Building problem-solving skills, be it in the domain of algebraic equations or computer programming, have
at its roots automation of procedural knowledge. Once a particular problem-solving skill has been chunked
and stored in long-term memory in a way that enables prompt retrieval, the skill can be considered as being
Cognitive load is the load placed on the cognitive system by performing a specific task. It can be measured
in several indirect ways, including
• self-reporting (assigning load values on a scale),
• measurement of physiological activities (heart rate, for example),
• learner performance following treatment, and
• learner performance when a second task is performed concurrently with the primary task (Sweller,
Van Merriënboer, & Paas, 1998).
Figure 2 Portion of a schema in long-term memory (adapted from Cooper, 1998)
Cognitive load theory and learning
The extent to which curriculum materials impose a load on working memory varies widely. It “depends on
the number of elements that must be processed simultaneously in working memory, and the number of
elements that must be processed simultaneously, in turn, depends on the extent of element interactivity”
(Sweller, Van Merriënboer, & Paas, 1998).
For example, compare a student who is learning multiplication facts to one learning how to solve equations
in algebra. The student learning multiplication facts has quite a large number of facts to place into long term
memory, but most of the facts are independent of each other. However, students solving equations in algebra
have a larger load placed on working memory since they have to recognize (1) that they can divide both sides
of the equation by the same value, (2) that this process does not change the equality, and (3) that it is more
sensible to do this operation in some situations before adding a quantity to or subtracting a quantity from
both sides. The student solving algebraic equations is dealing with facts with higher element interactivity
which imposes a greater load on working memory.
Cognitive load and skills acquisition
Skills in computer programming can be classified as recurrent and non-recurrent (van Merrienboer, 1992).

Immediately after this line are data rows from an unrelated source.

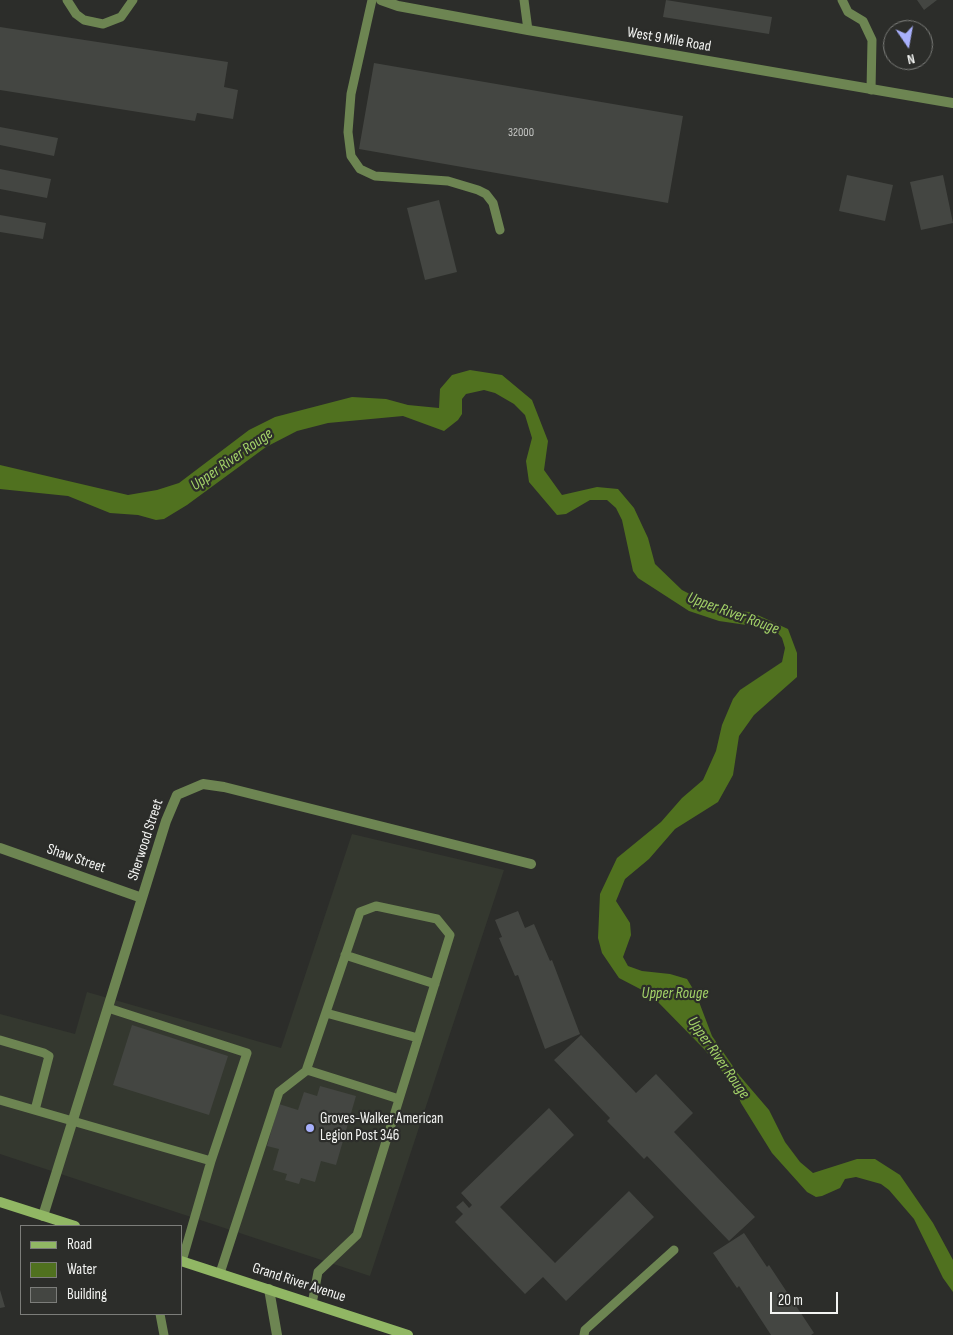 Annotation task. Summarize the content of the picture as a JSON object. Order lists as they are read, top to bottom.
{
  "streets": {
    "main road": ["Grand River Avenue"],
    "street": ["West 9 Mile Road", "Sherwood Street", "Shaw Street"]
  },
  "crossings": [
    ["Sherwood Street", "Shaw Street"]
  ],
  "water": ["Upper River Rouge", "Upper Rouge"],
  "places": ["Groves-Walker American Legion Post 346"],
  "house_numbers": ["32000"],
  "legend": ["Road", "Water", "Building"],
  "scale_bar": "20 m",
  "north": "bottom"
}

Recurrent skills exhibit minimal variation in differing problem situations, for example, selection of a basic
language command. Non-recurrent skills vary from problem to problem, for example, structured
decomposition. According to van Merrienboer, instructional approaches should take these differences into
Teaching in technical areas is often based on the formula of presenting a new topic, showing a few examples,
and assigning practice exercises. Some simple adjustments to the presentation-examples-practice formula
can accommodate cognitive load theory.
To learn recurrent skills, declarative knowledge of the abstract concepts on which the skills are based, as
well as procedural knowledge of the procedures or rules necessary to perform the skills, should be
simultaneously in working memory. Both the concepts and the procedures that use those concepts to solve
problems should be presented together. One approach to this is to partition the information into small
segments to prevent overload, then demonstrate application of the concepts within each segment (van
In contrast, non-recurrent skills can be taught by presenting heuristic approaches and strategies, independent
of domain reference (Robertson, 2000). For example, consider the following repetition rule.
In indeterminate looping,
use a WHILE loop when 0 iterations are possible, and
use a REPEAT UNTIL loop when at least 1 iteration is necessary.

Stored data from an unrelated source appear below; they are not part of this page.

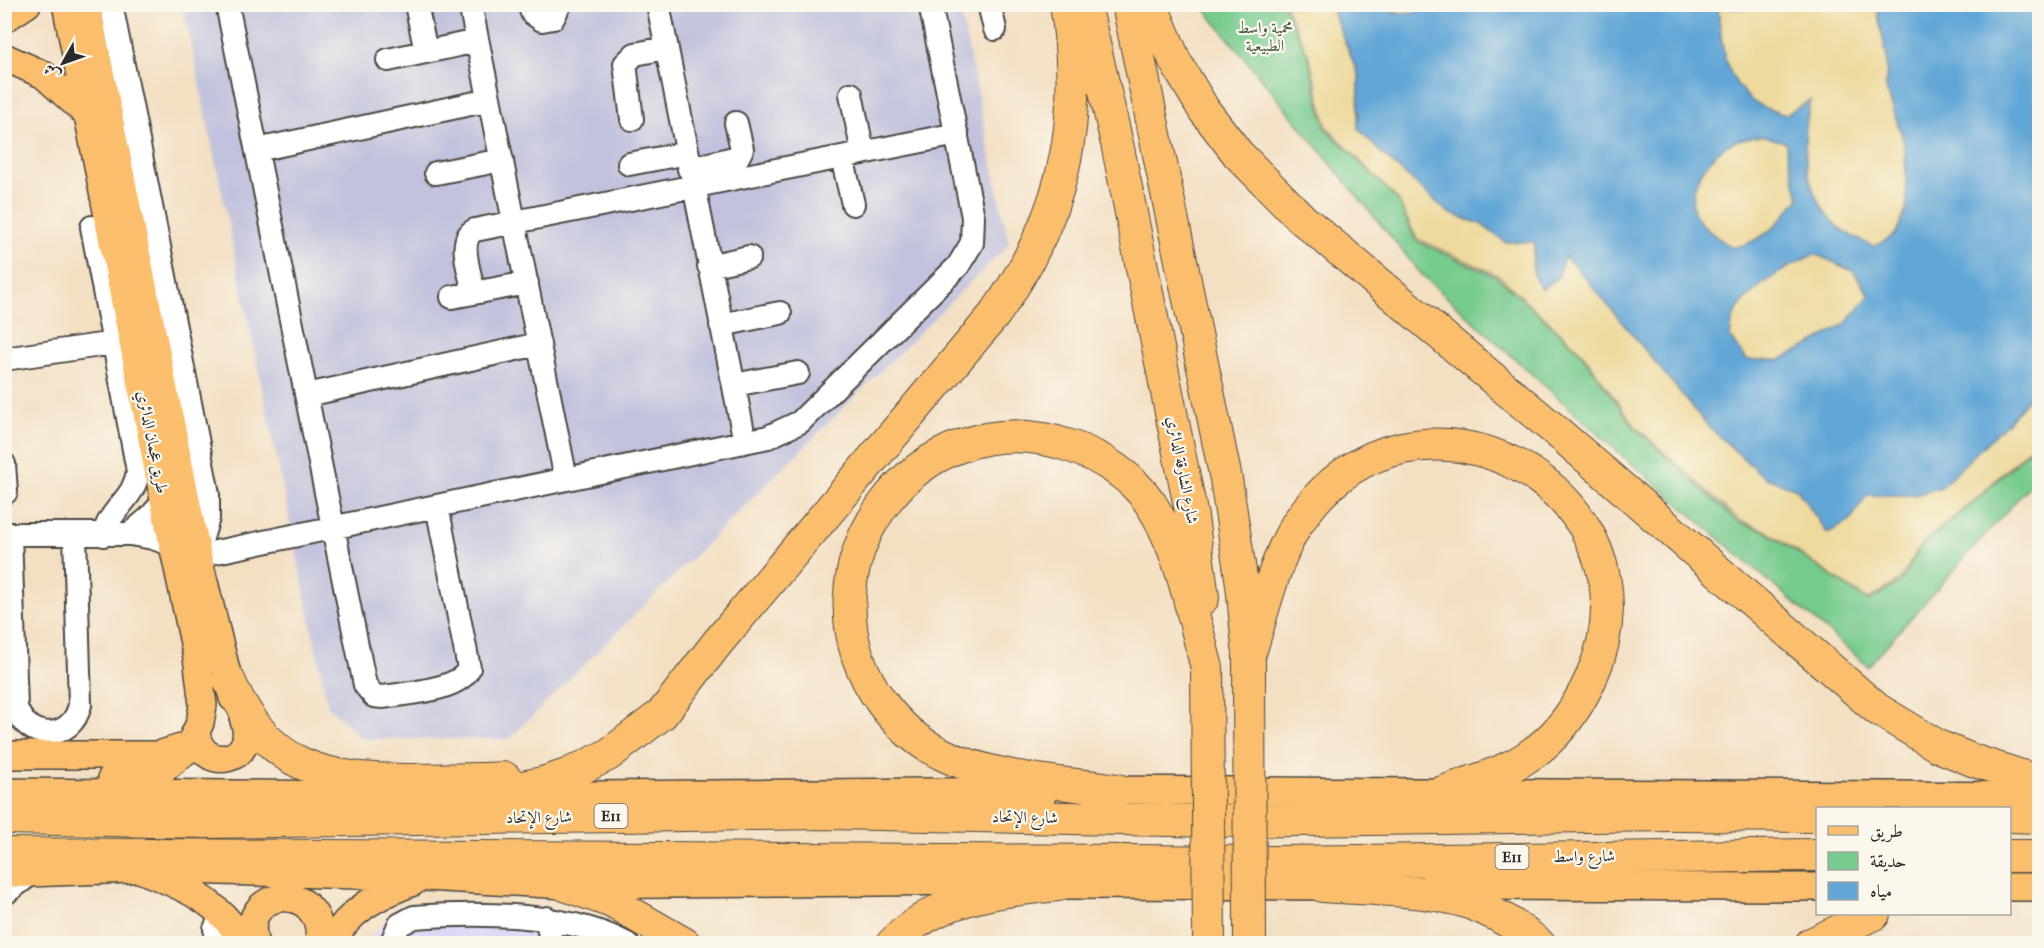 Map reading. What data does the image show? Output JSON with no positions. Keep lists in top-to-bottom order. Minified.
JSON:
{"streets":{"highway":["شارع الشارقة الدائري","E11","شارع الإتحاد","شارع واسط"],"main road":["طريق عجمان الدائري"]},"parks":["محمية واسط الطبيعية"],"legend":["طريق","حديقة","مياه"],"north":"bottom left"} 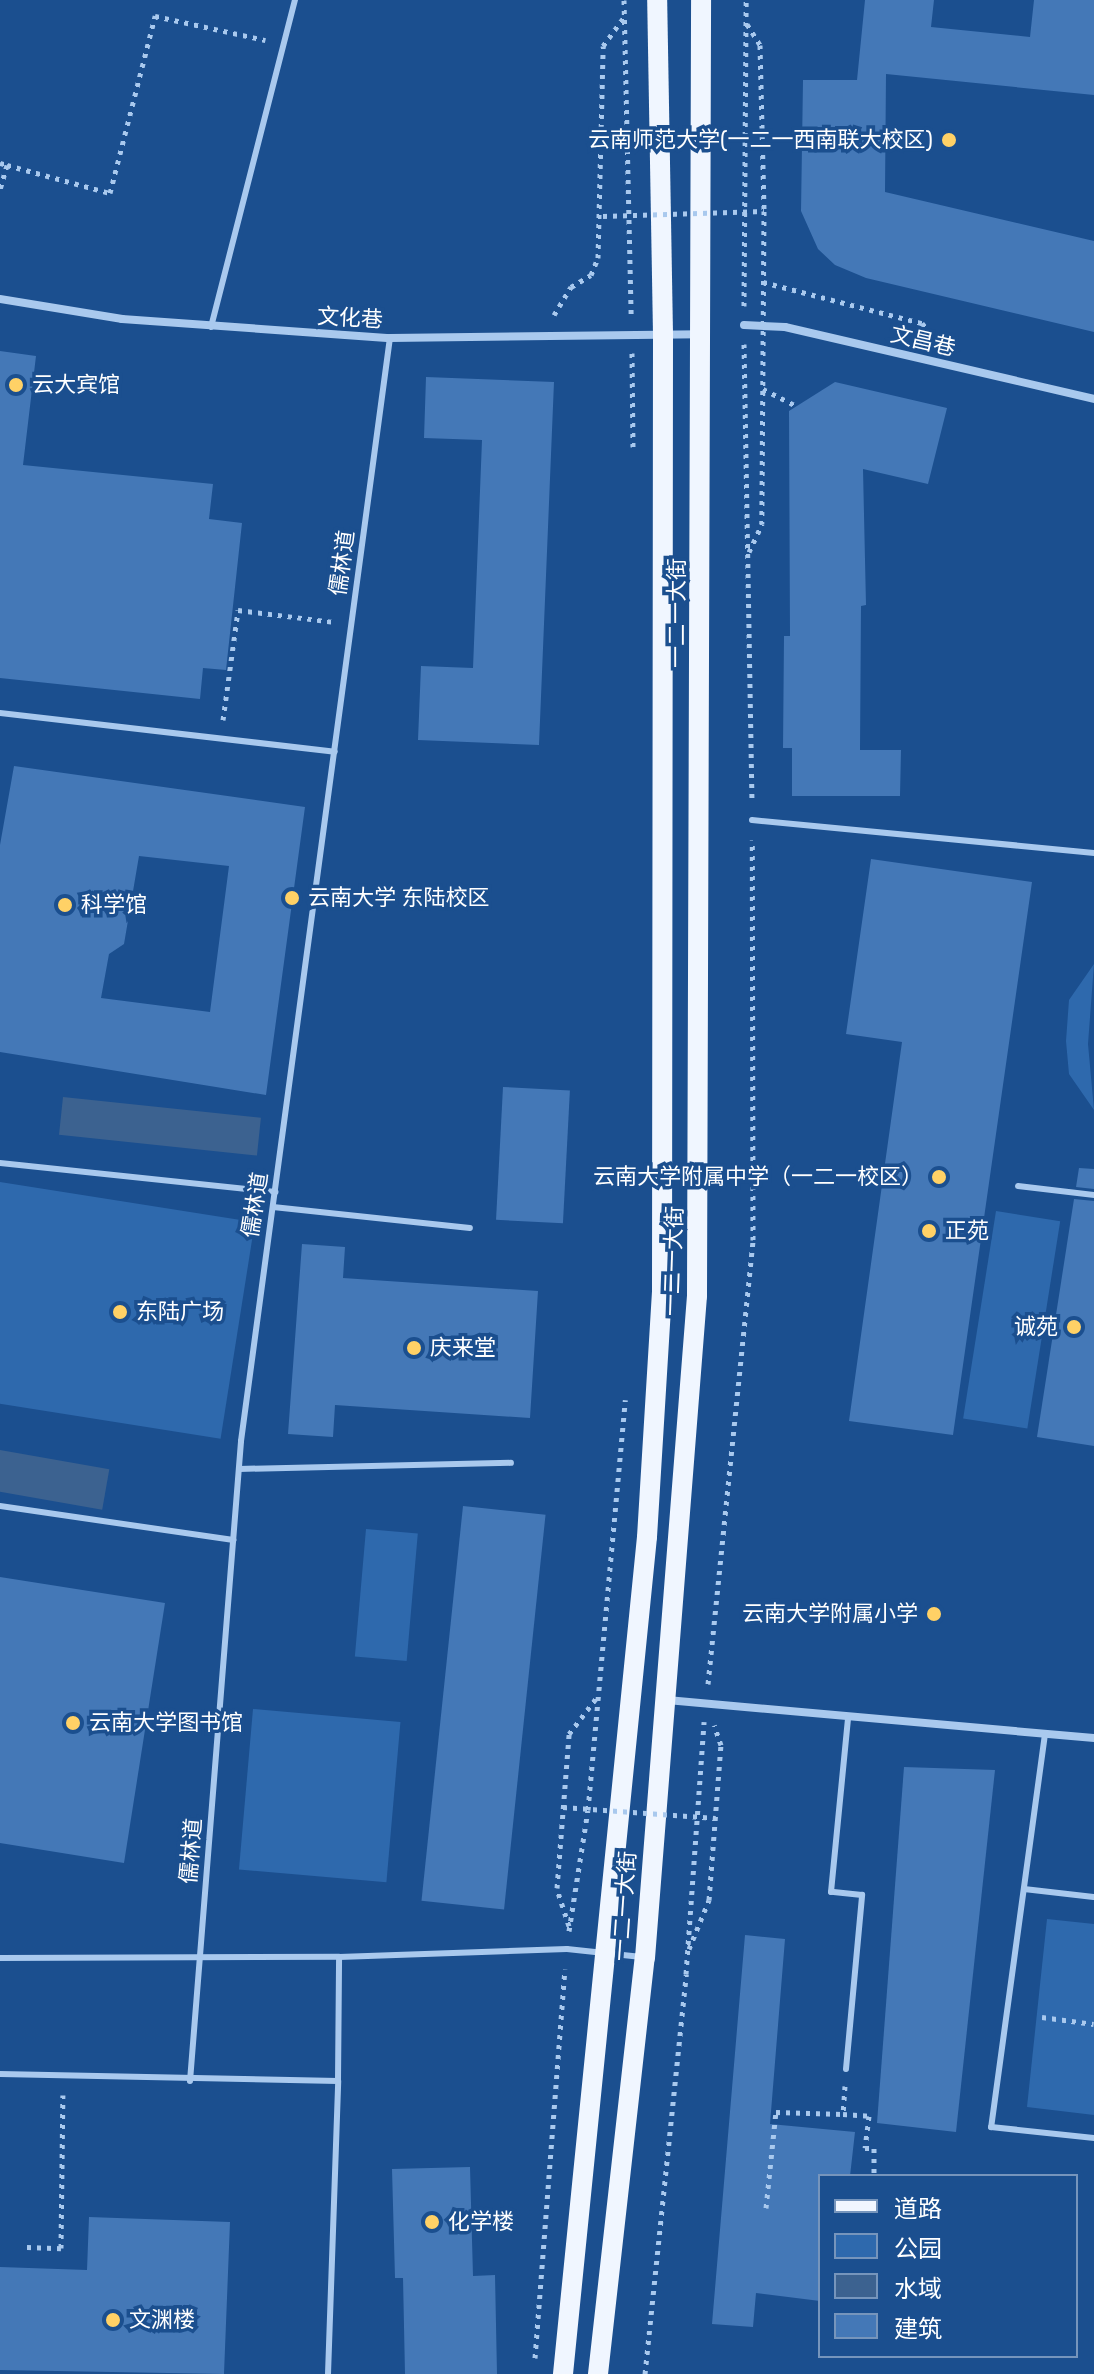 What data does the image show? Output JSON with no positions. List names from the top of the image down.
{
  "streets": {
    "main road": ["一二一大街"],
    "street": ["文化巷", "文昌巷"],
    "lane": ["儒林道"]
  },
  "crossings": [
    ["文化巷", "儒林道"],
    ["文化巷", "一二一大街"]
  ],
  "places": [
    "云南师范大学(一二一西南联大校区)",
    "云大宾馆",
    "云南大学 东陆校区",
    "科学馆",
    "云南大学附属中学（一二一校区）",
    "正苑",
    "东陆广场",
    "诚苑",
    "庆来堂",
    "云南大学附属小学",
    "云南大学图书馆",
    "化学楼",
    "文渊楼"
  ],
  "legend": [
    "道路",
    "公园",
    "水域",
    "建筑"
  ]
}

In this situation of high element interactivity, presentation in the form of knowledge structures can aid
elaboration of existing schemas. For example, decomposition into a hierarchy of component goals or plans
is a form of knowledge structure (Figure 3).
Examples provide explicit information to facilitate initial and correct schema formation (Cooper, 1998) and
can initiate association of declarative and procedural knowledge. Following presentation, students can work
through several examples with the teacher or examine multiple problems with integrated solutions, then
immediately practise problems of the same type. By repeating this process with each type of problem,
students can build schemas, and reinforce learning by retrieving and refining those schemas. Eventually
Figure 3 Hierarchy as a form of knowledge structure
practice with a mixed set of problems “elaborates” the schema even further by strengthening associations. A
variation on this approach is to provide partially-completed examples for students to finish. Another is to
gradually reduce the amount of information and support for each task , so that as learning increases with
practice, less information is required.
One approach to practic ing recurrent skills is to decompose them into successively smaller components in the
form of domain-specific, algorithmic steps. Low element interactivity simplifies initial schema construction.

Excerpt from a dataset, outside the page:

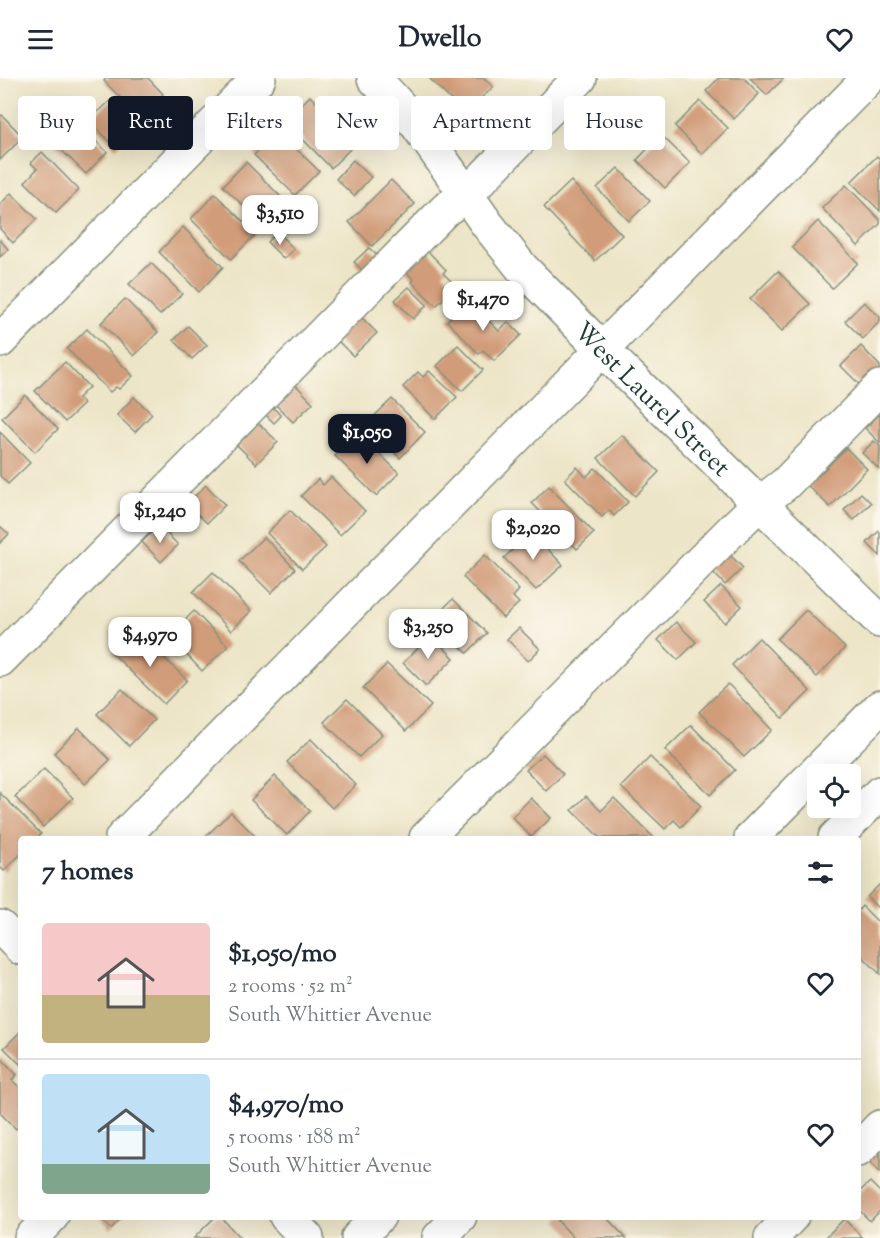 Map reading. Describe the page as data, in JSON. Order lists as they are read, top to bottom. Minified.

Each component is practiced individually, and then parts of the whole are practiced until the entire skill can
be integrated. For example arithmetic expressions are learned with presentation of entire expressions, then
separate presentation and examples of firstly constants, then variables followed by operations. Next
arithmetic expressions with constants and operations are practised. Finally, the three components of
constants, variables and operations in complete arithmetic expressions are practised together.
It is generally agreed by computer science educators that introductory computer science courses tend to have
high attrition rates, and that the lack of problem-solving skills is a contributing factor. This phenomena is
discussed from various viewpoints in Beaubouef , Lucas, and Howatt (2001), Shultz (2000), Roberts,
Kassianidou, and Irani (2002), Thweatt (1994), and in Wilson and Shrock (2001).
Problem-solving is usually approached using means-ends analysis. With experts who can rely on extensive
schema acquisition and formation in long-term memory, this heuristic is applied by reducing differences
between the current problem state and the goal state. This strategy seems especially effective in computer
However, novices often apply it by working backwards from the goal to the initial state, then forward to the
goal, resulting in a high cognitive load (Sweller, 1988). Cognitive load could be reduced if novices learning
to apply means-ends analysis are given problems that have no goal (Owen & Sweller, 1985). Rather than
focusing on the desired result, one is forced to focus on the initial state. Since much of computer
programming is goal-oriented, this learning approach would appear to be difficult to implement, but might
have significant value in an intermediate learning stage.
Another approach to reducing cognitive load is to increase working memory capacity by utilizing verbal and
visual channels. However, redundant information can increase cognitive load by increasing the number of
associations that have to be made between the different sources of information. (Chandler & Sweller, 1991).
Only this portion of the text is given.